Township in Ohio, US

Amanda Township is one of the thirteen townships of Fairfield County, Ohio, United States. As of the 2020 census, the population was 2,722.

==Geography==
Located in the southwestern part of the county, it borders the following townships:
- Bloom Township - north
- Greenfield Township - northeast corner
- Hocking Township - east
- Madison Township - southeast corner
- Clearcreek Township - south
- Washington Township, Pickaway County - southwest
- Walnut Township, Pickaway County - west
- Madison Township, Pickaway County - northwest corner

The village of Amanda is located in southeastern Amanda Township, and the unincorporated community of Royalton lies in the northern part of the township.

==Name and history==
Amanda Township took its name from Fort Amanda.
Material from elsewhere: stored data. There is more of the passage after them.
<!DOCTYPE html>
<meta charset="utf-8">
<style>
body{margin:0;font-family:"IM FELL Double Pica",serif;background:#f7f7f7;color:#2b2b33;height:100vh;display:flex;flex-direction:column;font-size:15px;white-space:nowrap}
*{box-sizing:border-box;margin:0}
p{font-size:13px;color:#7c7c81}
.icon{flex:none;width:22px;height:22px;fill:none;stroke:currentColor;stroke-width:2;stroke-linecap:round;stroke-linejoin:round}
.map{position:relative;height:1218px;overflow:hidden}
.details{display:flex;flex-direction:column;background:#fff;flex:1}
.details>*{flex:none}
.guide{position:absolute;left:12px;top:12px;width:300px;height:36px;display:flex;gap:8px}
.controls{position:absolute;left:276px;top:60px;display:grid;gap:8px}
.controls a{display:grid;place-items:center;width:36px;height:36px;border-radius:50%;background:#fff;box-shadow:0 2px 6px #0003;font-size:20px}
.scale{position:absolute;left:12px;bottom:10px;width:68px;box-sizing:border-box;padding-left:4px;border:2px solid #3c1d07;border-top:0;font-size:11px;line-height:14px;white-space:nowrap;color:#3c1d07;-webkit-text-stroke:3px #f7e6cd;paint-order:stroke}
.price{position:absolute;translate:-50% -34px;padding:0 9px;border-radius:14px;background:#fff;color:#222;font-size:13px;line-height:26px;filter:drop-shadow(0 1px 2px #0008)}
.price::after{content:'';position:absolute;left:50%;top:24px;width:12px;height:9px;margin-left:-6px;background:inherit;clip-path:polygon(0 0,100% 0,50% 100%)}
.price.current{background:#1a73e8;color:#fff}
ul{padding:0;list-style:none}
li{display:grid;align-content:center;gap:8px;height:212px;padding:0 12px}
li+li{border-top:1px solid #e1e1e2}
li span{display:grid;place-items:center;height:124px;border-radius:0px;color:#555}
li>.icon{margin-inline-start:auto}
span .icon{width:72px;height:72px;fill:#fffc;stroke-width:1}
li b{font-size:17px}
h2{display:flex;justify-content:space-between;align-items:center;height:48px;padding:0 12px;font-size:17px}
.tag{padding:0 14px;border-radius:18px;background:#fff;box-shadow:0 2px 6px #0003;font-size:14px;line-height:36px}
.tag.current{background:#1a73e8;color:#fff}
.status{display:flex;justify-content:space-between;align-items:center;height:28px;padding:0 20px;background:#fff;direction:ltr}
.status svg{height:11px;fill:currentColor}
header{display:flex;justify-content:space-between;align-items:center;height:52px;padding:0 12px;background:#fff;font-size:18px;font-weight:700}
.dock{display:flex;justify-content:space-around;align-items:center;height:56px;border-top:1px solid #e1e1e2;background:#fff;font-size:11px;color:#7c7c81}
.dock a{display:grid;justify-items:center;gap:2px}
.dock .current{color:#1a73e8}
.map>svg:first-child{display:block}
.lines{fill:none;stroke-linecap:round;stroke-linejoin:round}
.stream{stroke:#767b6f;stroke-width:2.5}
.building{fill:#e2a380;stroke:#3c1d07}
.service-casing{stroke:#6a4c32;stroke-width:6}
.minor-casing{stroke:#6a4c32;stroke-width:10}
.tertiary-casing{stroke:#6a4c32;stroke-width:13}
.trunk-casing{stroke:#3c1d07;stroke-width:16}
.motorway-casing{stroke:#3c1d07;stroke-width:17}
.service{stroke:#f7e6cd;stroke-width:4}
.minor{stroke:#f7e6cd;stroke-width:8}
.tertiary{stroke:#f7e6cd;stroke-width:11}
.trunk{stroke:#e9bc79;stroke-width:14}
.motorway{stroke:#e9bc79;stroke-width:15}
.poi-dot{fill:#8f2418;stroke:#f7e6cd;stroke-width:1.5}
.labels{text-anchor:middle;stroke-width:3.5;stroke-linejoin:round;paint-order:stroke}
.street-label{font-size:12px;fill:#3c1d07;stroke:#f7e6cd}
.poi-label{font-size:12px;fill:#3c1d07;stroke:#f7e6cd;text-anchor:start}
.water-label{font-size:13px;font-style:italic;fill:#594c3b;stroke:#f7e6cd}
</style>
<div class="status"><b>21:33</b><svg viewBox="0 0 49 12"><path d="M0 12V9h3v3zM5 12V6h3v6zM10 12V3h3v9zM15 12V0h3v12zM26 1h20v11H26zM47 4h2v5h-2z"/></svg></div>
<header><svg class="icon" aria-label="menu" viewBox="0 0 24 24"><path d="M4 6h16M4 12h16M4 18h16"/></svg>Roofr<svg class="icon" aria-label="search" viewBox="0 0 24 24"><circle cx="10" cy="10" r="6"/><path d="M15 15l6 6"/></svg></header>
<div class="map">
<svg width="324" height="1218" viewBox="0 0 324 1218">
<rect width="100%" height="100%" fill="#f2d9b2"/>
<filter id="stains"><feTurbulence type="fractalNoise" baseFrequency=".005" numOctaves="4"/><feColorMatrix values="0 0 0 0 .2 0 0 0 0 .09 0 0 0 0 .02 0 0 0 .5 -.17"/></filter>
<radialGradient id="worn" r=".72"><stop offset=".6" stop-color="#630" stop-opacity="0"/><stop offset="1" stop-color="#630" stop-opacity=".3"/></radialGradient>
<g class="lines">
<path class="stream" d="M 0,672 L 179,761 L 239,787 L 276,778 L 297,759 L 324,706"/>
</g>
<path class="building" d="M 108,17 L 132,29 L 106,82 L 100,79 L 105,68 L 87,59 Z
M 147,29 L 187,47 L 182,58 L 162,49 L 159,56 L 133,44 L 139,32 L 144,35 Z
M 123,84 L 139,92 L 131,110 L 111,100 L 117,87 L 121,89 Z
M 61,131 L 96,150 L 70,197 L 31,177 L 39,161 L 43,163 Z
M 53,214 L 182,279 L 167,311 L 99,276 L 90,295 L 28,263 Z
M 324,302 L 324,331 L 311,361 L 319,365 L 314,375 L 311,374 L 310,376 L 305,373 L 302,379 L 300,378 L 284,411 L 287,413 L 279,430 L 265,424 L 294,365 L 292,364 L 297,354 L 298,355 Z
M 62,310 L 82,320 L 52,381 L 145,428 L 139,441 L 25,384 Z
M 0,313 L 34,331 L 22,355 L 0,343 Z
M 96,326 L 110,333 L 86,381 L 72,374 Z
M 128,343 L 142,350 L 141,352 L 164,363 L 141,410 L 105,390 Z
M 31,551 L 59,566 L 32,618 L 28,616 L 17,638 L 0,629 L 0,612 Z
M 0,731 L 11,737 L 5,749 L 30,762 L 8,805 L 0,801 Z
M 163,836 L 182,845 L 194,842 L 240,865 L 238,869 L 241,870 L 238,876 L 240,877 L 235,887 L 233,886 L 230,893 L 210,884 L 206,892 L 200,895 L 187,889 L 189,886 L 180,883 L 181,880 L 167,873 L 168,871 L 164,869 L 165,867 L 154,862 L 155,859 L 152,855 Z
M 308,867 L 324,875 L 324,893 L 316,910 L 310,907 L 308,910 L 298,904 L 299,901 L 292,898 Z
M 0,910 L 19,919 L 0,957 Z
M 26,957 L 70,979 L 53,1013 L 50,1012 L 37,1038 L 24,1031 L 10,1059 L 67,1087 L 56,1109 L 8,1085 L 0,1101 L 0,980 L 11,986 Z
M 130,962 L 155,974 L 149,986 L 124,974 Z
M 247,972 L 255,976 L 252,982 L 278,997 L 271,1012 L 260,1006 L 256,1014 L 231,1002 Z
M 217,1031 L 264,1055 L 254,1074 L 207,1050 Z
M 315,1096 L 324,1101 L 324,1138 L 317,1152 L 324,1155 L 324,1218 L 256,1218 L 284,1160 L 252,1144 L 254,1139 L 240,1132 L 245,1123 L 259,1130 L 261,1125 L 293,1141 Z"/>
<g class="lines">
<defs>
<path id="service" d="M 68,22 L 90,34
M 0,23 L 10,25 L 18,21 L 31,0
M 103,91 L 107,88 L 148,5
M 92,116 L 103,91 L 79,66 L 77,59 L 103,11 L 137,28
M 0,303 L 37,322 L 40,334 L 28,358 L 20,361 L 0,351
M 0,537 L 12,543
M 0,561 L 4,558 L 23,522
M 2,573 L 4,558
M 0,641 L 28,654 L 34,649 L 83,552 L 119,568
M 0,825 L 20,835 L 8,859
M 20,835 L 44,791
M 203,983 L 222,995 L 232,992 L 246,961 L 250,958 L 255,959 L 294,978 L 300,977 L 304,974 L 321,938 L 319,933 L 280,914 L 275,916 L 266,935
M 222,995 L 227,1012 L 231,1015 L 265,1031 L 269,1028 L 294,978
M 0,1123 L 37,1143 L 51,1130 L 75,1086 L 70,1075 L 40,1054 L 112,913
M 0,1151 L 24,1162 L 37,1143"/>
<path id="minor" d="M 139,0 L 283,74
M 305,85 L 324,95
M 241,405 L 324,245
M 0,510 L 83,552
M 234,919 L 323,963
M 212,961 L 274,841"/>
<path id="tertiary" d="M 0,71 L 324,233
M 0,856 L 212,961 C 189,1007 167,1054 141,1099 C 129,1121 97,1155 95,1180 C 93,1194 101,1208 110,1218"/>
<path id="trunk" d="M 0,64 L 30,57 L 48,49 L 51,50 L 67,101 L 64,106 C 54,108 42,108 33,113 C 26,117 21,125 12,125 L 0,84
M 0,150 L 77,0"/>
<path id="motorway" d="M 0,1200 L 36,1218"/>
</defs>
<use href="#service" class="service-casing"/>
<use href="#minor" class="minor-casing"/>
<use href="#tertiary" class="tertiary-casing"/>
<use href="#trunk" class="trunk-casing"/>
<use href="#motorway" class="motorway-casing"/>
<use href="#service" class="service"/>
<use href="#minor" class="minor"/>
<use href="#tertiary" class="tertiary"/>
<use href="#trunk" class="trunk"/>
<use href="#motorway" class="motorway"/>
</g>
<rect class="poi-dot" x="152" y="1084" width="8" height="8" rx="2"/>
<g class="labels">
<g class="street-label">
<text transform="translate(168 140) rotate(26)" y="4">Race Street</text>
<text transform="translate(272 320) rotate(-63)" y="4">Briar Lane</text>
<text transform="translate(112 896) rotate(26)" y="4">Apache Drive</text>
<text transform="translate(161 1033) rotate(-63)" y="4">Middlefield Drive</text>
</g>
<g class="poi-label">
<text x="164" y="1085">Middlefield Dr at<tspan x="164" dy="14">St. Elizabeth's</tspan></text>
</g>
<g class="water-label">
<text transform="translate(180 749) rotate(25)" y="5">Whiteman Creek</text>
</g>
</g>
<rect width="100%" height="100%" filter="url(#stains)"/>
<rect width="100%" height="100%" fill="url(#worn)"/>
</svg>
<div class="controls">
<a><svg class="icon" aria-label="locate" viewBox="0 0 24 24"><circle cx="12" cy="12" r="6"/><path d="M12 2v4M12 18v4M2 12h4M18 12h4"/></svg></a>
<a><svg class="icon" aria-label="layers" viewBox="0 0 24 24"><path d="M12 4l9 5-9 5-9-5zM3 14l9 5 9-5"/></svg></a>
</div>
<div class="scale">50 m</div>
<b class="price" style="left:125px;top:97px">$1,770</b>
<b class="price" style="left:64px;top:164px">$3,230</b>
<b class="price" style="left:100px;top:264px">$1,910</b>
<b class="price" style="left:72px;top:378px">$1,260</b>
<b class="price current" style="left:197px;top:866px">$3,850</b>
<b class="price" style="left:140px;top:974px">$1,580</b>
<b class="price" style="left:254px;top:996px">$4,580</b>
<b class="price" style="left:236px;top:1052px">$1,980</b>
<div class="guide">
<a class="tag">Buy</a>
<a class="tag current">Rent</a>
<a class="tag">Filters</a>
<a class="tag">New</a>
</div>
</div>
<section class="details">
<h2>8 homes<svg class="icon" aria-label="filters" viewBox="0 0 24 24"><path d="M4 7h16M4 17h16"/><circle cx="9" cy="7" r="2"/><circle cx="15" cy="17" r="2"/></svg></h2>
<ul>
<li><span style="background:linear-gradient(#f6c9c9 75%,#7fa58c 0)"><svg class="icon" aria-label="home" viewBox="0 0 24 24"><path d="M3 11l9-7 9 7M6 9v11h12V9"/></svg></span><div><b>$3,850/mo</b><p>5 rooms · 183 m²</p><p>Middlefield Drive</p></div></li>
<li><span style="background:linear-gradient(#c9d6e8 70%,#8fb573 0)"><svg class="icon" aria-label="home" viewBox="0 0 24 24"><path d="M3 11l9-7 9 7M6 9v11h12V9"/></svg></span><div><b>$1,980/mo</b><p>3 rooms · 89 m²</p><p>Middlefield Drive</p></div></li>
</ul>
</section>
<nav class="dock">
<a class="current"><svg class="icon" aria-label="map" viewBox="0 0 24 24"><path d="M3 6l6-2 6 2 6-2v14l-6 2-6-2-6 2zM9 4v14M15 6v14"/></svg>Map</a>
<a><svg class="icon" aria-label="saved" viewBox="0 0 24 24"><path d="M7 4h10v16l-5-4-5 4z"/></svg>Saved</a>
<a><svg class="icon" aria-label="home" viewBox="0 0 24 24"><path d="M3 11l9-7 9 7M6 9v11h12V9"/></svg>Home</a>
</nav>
Statewide, other Amanda Townships are located in Allen and Hancock counties.

==Government==
The township is governed by a three-member board of trustees, who are elected in November of odd-numbered years to a four-year term beginning on the following January 1. Two are elected in the year after the presidential election and one is elected in the year before it. There is also an elected township fiscal officer, who serves a four-year term beginning on April 1 of the year after the election, which is held in November of the year before the presidential election. Vacancies in the fiscal officership or on the board of trustees are filled by the remaining trustees.